== TASK ==
Filter the entries beneath this task, copying only the lines that hold the word "public".

== RECORD EXCERPTS ==
•••
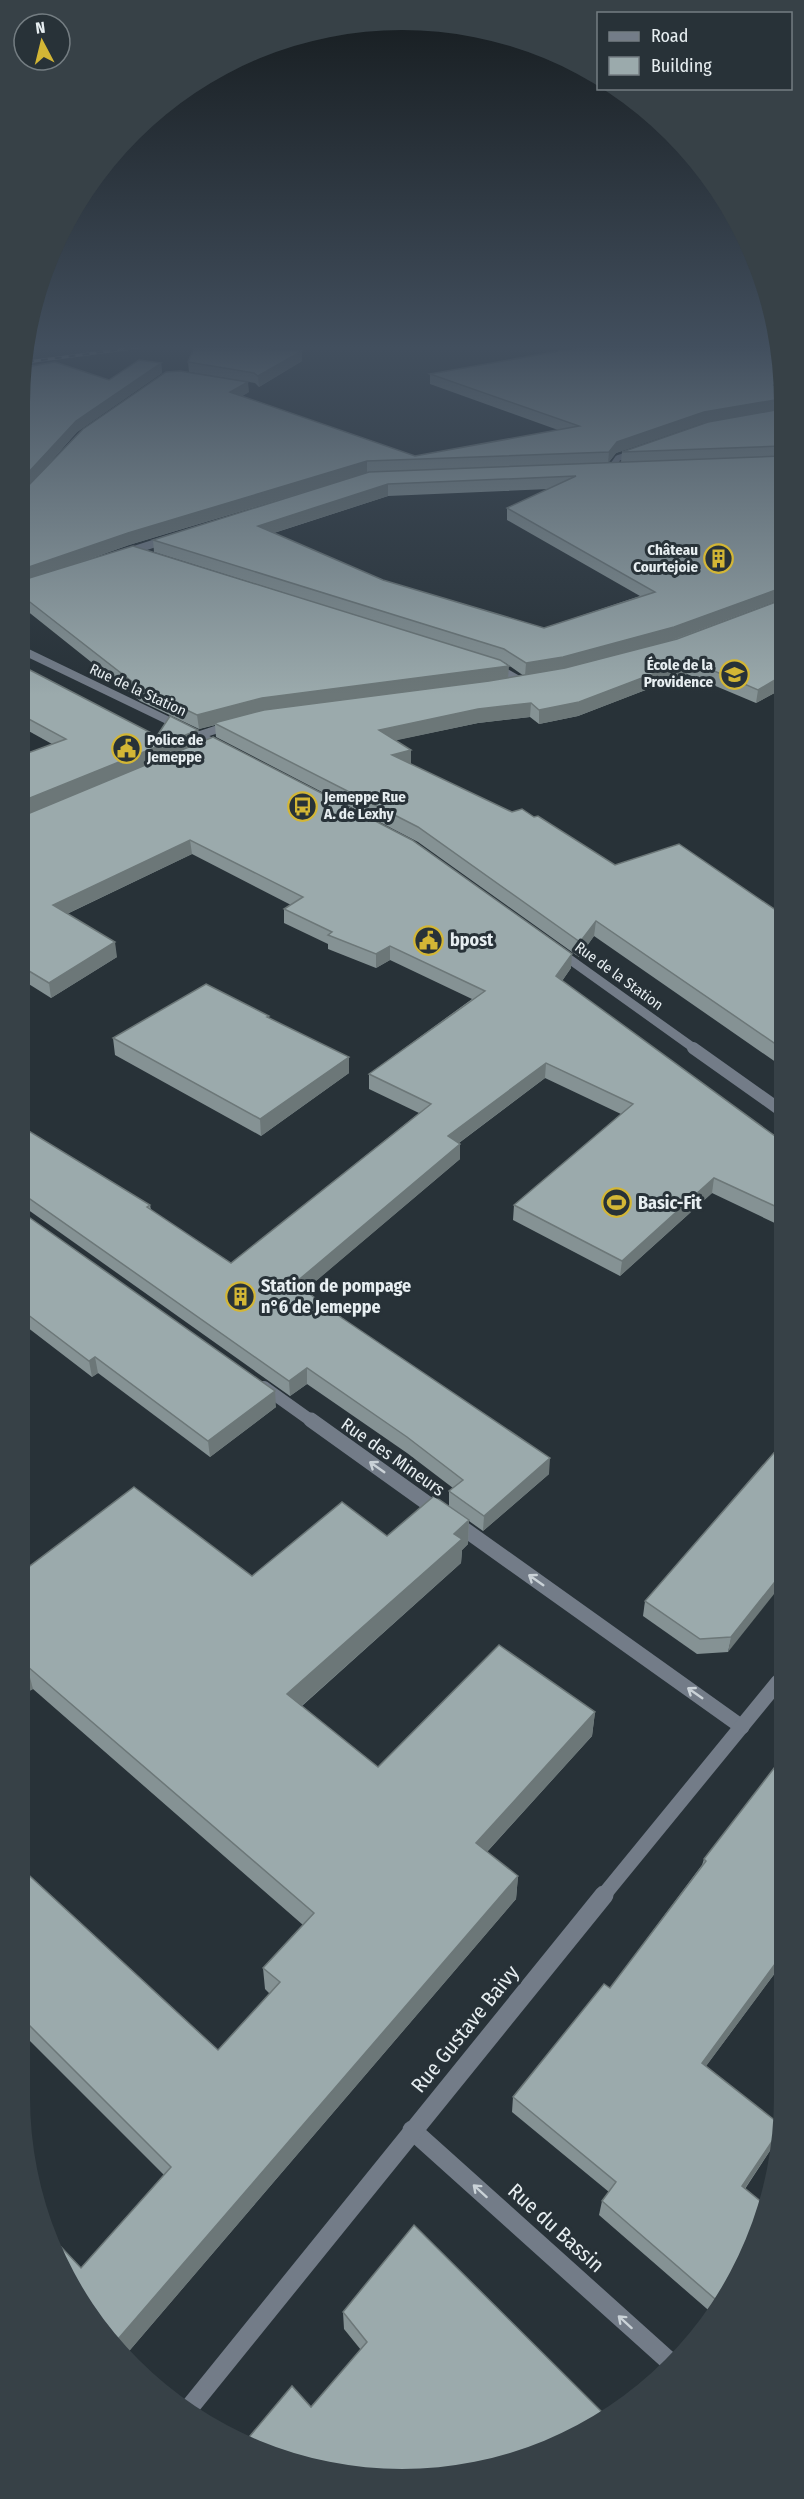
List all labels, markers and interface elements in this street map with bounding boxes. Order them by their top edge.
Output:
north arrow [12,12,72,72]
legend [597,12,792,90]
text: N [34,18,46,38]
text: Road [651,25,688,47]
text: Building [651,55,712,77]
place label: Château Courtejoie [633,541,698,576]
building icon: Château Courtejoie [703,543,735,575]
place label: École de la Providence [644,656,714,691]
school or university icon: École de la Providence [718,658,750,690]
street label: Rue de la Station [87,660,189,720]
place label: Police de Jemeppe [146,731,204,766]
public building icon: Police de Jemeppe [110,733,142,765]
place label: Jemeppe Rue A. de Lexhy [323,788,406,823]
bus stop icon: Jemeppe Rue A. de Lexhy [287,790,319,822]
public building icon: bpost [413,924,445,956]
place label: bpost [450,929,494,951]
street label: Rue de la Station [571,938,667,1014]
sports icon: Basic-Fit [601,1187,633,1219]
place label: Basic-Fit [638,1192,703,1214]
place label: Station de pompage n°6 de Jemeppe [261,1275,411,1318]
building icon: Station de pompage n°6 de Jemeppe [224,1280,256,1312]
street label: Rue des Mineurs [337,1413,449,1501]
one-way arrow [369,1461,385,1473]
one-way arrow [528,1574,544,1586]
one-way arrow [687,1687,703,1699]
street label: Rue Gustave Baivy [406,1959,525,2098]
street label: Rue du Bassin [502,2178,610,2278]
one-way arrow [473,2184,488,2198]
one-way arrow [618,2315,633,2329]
•••
== ANSWER SPACE ==
public building icon: Police de Jemeppe [110,733,142,765]
public building icon: bpost [413,924,445,956]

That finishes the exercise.